Segment Open
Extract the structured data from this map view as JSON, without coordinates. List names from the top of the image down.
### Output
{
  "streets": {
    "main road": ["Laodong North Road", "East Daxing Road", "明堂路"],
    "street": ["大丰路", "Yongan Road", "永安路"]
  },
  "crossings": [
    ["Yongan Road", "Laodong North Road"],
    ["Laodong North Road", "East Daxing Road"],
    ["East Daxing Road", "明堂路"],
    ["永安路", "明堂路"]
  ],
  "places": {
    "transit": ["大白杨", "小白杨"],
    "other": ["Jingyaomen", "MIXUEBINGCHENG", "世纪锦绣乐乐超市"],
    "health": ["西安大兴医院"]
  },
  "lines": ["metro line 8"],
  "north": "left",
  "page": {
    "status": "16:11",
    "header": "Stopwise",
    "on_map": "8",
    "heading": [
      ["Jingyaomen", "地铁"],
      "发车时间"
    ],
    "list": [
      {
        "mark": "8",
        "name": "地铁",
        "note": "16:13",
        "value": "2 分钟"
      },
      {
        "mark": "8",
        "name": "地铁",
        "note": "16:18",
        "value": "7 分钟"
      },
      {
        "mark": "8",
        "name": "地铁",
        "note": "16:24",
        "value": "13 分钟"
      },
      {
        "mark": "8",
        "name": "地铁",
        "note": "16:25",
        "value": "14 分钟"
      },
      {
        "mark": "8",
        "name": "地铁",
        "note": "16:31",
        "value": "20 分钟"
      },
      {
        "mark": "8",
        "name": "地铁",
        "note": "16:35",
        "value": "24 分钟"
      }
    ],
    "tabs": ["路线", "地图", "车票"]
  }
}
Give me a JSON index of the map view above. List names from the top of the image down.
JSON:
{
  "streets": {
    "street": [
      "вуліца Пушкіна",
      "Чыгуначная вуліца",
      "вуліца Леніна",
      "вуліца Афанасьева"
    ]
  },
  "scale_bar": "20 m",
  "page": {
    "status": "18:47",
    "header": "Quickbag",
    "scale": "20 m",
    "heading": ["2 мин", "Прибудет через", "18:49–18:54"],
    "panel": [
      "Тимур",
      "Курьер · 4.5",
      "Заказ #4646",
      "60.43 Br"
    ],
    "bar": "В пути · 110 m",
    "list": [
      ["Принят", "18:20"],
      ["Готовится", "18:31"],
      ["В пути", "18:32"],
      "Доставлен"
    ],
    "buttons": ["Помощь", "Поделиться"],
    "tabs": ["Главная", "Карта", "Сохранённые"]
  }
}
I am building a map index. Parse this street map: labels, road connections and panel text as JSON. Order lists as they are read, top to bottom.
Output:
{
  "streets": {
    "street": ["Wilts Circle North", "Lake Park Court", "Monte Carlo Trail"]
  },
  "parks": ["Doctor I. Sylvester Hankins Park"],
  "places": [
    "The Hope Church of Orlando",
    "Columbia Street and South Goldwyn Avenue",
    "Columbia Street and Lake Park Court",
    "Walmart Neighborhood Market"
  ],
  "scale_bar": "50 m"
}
Segment Closed
● Prompt: Write out each line exactly, beginning at the one with "I am building" and ending at the final line of the records above, with nothing added.

● Answer box:
I am building a map index. Parse this street map: labels, road connections and panel text as JSON. Order lists as they are read, top to bottom.
Output:
{
  "streets": {
    "street": ["Wilts Circle North", "Lake Park Court", "Monte Carlo Trail"]
  },
  "parks": ["Doctor I. Sylvester Hankins Park"],
  "places": [
    "The Hope Church of Orlando",
    "Columbia Street and South Goldwyn Avenue",
    "Columbia Street and Lake Park Court",
    "Walmart Neighborhood Market"
  ],
  "scale_bar": "50 m"
}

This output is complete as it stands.